### How to complete this task:
Using the word "main" as the filter, copy each matching line from the records.

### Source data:
────────
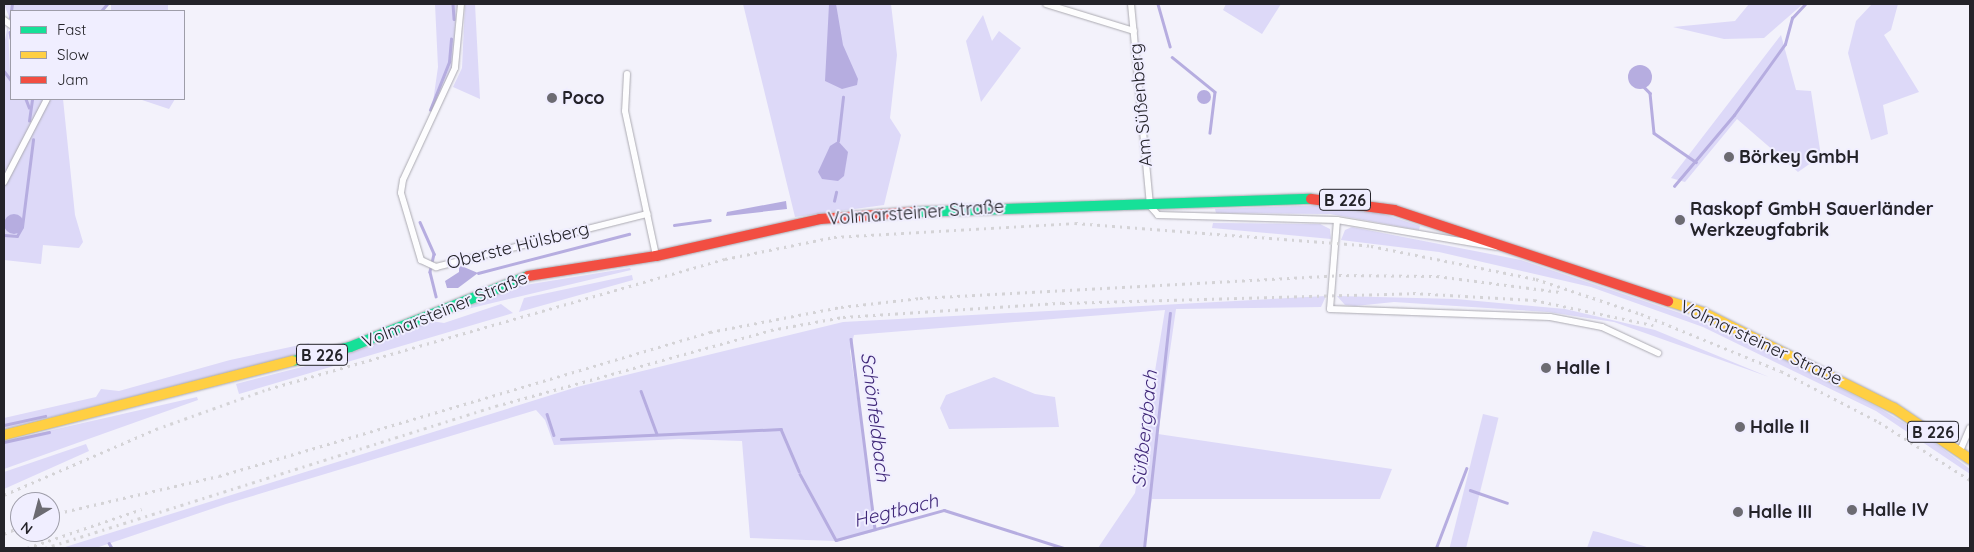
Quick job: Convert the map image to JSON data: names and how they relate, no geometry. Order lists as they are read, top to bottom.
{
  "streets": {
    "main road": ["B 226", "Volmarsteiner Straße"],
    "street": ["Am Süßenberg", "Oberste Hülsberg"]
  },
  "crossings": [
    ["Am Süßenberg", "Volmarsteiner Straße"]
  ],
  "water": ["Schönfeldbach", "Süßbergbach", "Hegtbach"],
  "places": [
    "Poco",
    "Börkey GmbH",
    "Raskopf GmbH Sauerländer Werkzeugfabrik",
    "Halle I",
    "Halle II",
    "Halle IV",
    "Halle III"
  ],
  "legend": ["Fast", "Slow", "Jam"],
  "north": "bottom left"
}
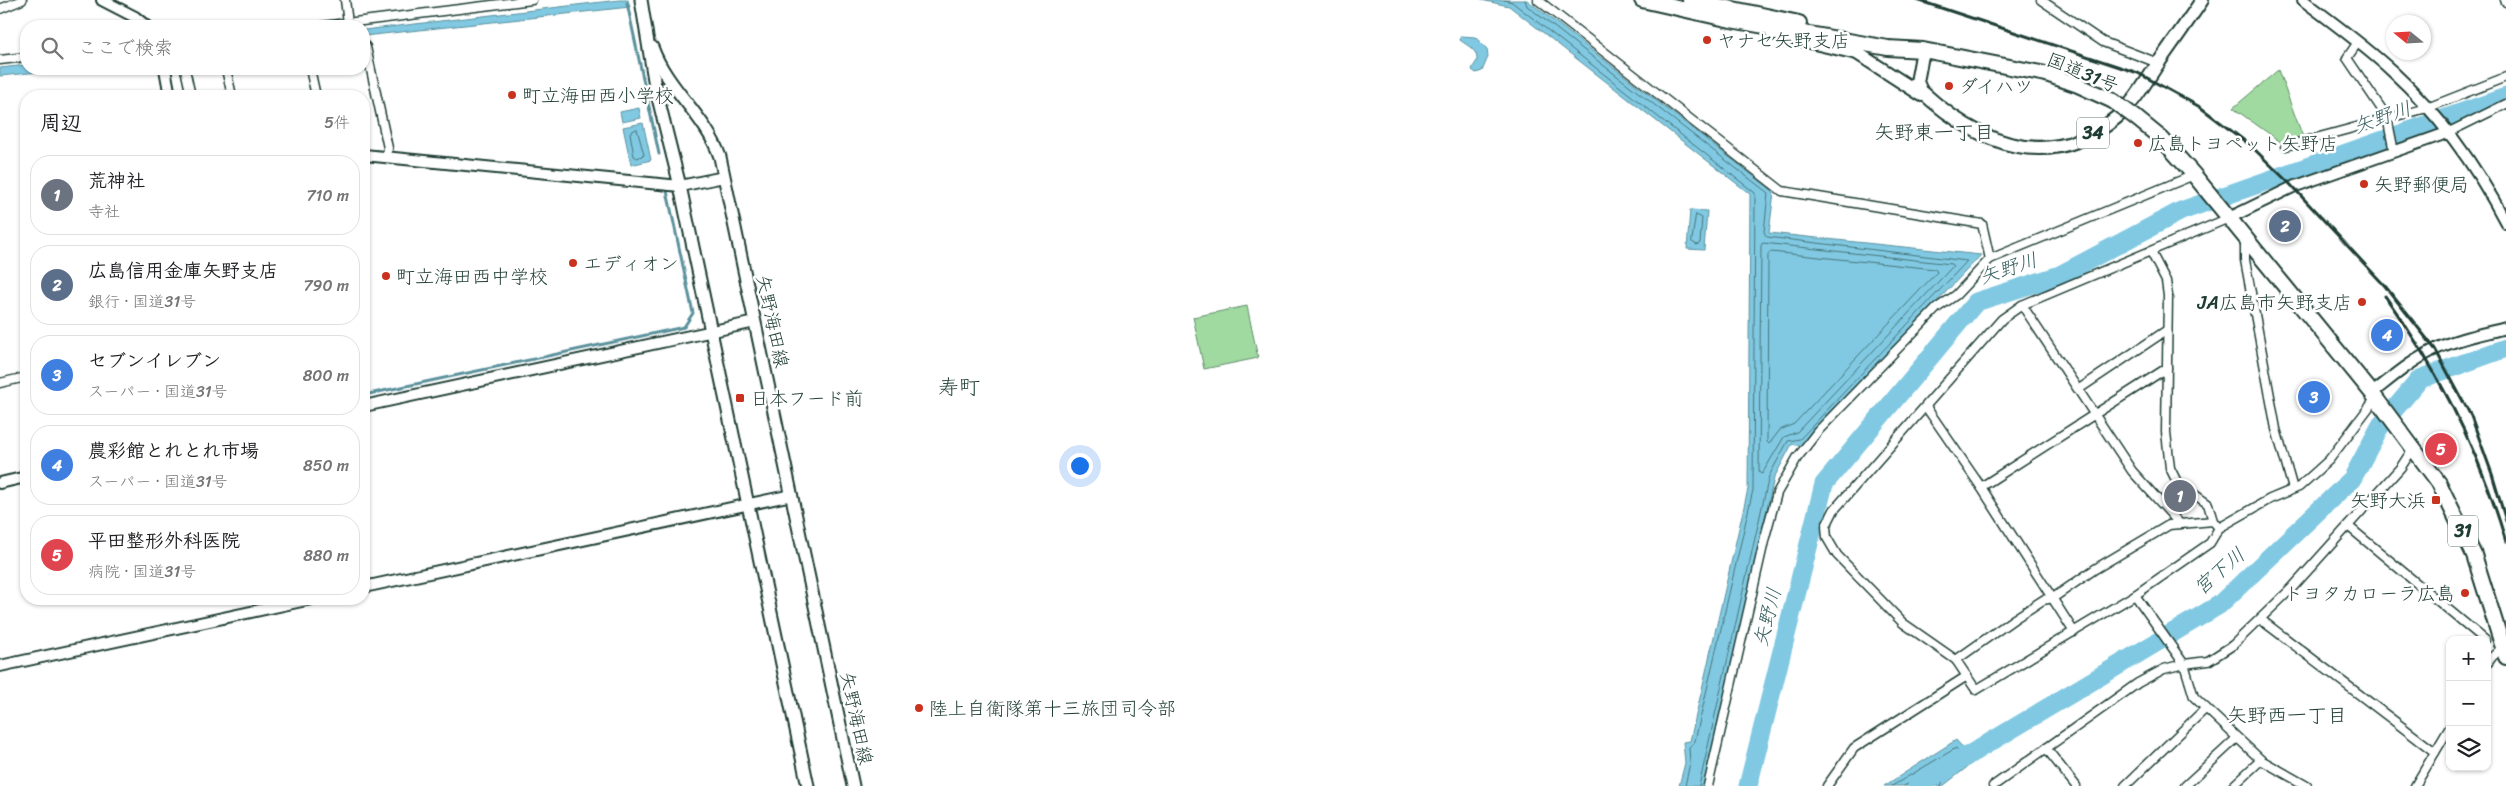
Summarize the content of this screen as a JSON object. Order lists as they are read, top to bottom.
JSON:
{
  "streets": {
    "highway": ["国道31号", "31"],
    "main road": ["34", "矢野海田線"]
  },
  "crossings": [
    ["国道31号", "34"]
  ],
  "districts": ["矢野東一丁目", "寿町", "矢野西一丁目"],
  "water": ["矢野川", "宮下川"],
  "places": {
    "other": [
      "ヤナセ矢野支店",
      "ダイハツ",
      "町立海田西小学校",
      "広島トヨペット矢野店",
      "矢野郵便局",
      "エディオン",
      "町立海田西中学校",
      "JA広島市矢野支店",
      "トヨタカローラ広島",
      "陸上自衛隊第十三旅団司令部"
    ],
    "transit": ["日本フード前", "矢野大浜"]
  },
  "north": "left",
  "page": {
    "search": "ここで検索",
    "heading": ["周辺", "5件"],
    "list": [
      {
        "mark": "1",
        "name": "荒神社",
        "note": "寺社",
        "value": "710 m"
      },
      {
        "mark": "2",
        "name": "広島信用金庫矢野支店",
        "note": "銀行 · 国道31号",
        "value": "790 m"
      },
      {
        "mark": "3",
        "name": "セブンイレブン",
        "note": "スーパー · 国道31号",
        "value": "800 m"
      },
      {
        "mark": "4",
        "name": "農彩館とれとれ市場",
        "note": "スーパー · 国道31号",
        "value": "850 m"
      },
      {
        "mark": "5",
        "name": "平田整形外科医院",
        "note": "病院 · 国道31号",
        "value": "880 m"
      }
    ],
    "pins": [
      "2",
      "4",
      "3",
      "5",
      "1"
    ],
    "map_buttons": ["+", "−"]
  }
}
────────
### Task output:
    "main road": ["B 226", "Volmarsteiner Straße"],
    "main road": ["34", "矢野海田線"]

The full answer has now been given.